How can technology enable digital finance transformation?
Technology is a force multiplier to humans, especially at scale. Software can handle data very, very quickly and accurately. So let a computer do that. And let humans do what they’re best at in the world, which is looking at the broader context and trends, and examining whether things make sense. Answering fundamental “why” questions is not a strength of computers today. That’s for humans.
Think about embedded payments, for example. They can unlock members of a finance, accounting or product team from having to do rote processes where computers may be best. And that, in turn, empowers those teams to think about the bigger picture. It’s up to humans to figure out processes and ask questions: Are my workflows connected in the right way? Why are we doing this? For what purposes and under what conditions? That’s what humans should focus on: the higher order piece. And when it comes to payment matching ledgers, let technology, embedded payments, solve it.
With this technology, you can run faster, you can do things more safely, with fewer errors, and your team is going to be happier. You’ll have fewer fire drills when something goes wrong. You can focus on the “why.”
Have distributed workforces made things harder for finance teams?
I find it helpful to view distributed finance workforces within the broader context of digitization. Once upon a time, you were all in the same room and everything was analog. Then your invoices moved to digital but you were all still in the same room. You could walk up to someone and ask, “Hey, how (or why) did we do this?” The friction cost to ask questions was low. Now, you have to call, Zoom or Slack. That form of communication can scale well in a remote world if you’re all speaking the same business language and coming from the same common operating picture of your data and business metrics. But what if you’re not?
The opportunity with payment operations is that it removes much of the friction embedded in answering those types of questions and solves many things based on forecasts, including legibility and other errors.
Cross-border payments come with their own sets of challenges. How can CFOs tackle these?
With the spread of globalization, it’s easy to think everything is the same everywhere. But different countries have different rules for important reasons. As you’re moving anything cross-border, you have to make sure you’re following the rules in all jurisdictions and according to your own internal controls.

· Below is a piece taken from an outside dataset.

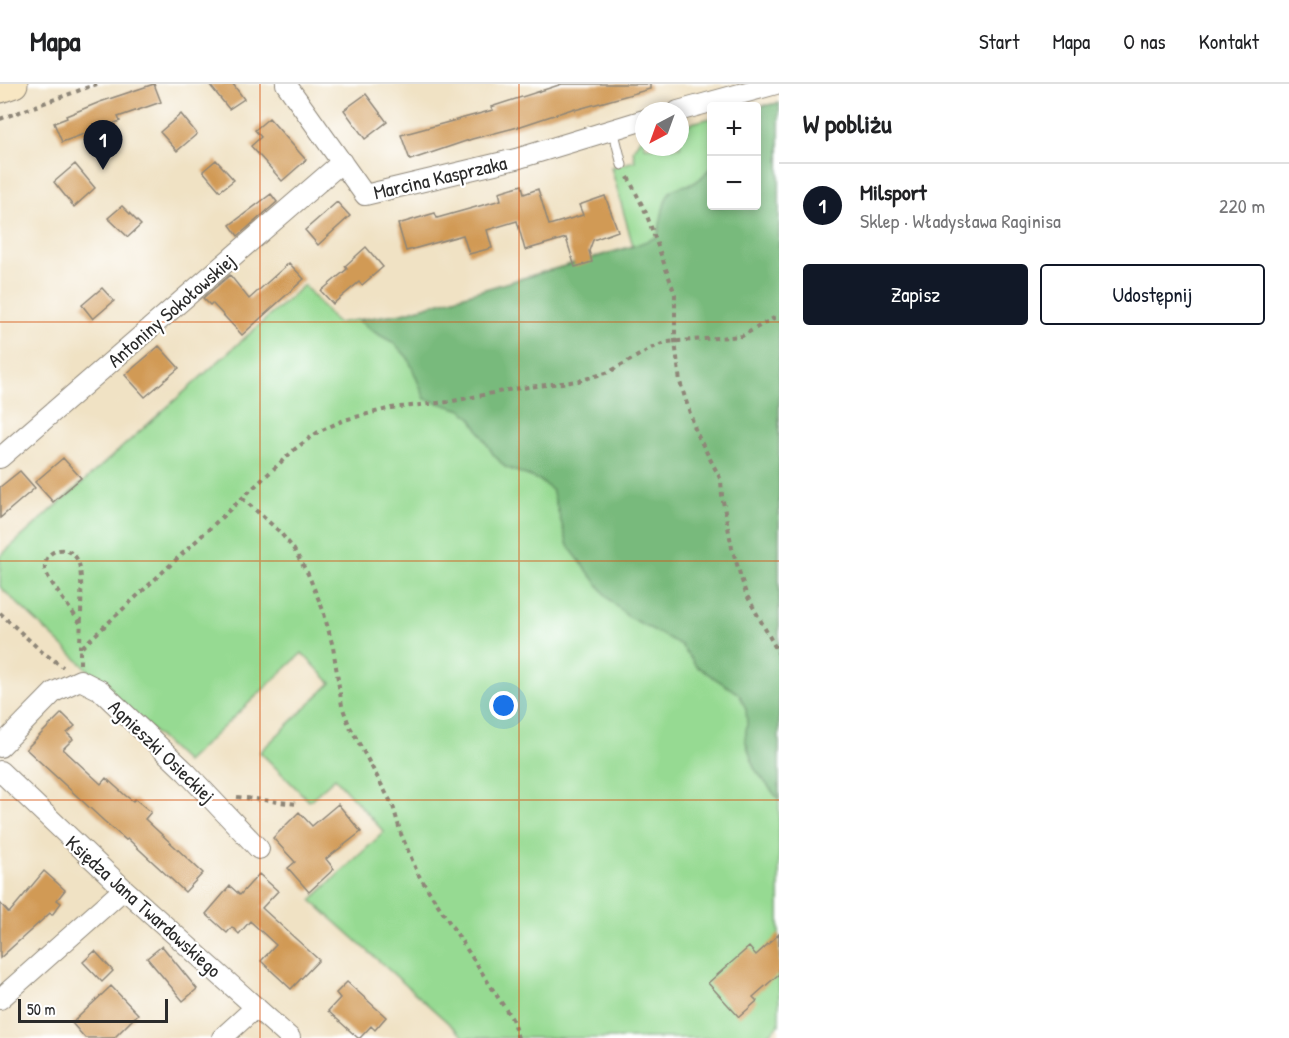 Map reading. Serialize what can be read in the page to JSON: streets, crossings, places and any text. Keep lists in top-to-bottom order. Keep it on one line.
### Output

I would say digitizing, moving to something like Modern Treasury, really helps with that. You can solve all those problems through an API call and at an abstraction layer where you can say, “Do the right thing subject to the following rules.” That lets you run faster and focus on your core business. Anytime you can create an abstraction layer and know it’s going to be handled correctly, it will unlock human potential and value, and let you accelerate.
We are in a volatile, uncertain economy. Some people may say it’s not the right time to tackle a big project like updating legacy systems and modernizing payment operations. Others may say it’s the perfect time for it. Where do you fall?
Disruption is coming. The question is, do you want to do it yourself before it’s a problem? Or do you want to wait until it becomes a problem? My general bias is to transform yourself before you are disrupted, subject to prioritization and triage.
As CFO you face many competing demands. Maybe the answer doesn’t have to be an all or nothing. Rather than ripping out the technology you’ve been relying on for decades, you can draw a line in the sand and say, “Let’s be smart about how we do this going forward.” And then start to grow your business with these new modern architectures. The legacy stuff will still be there. But you’re positioning yourself for the future. Start small, but start. Realize you’re going to make some mistakes. Just keep going, and invest where you see momentum and strength.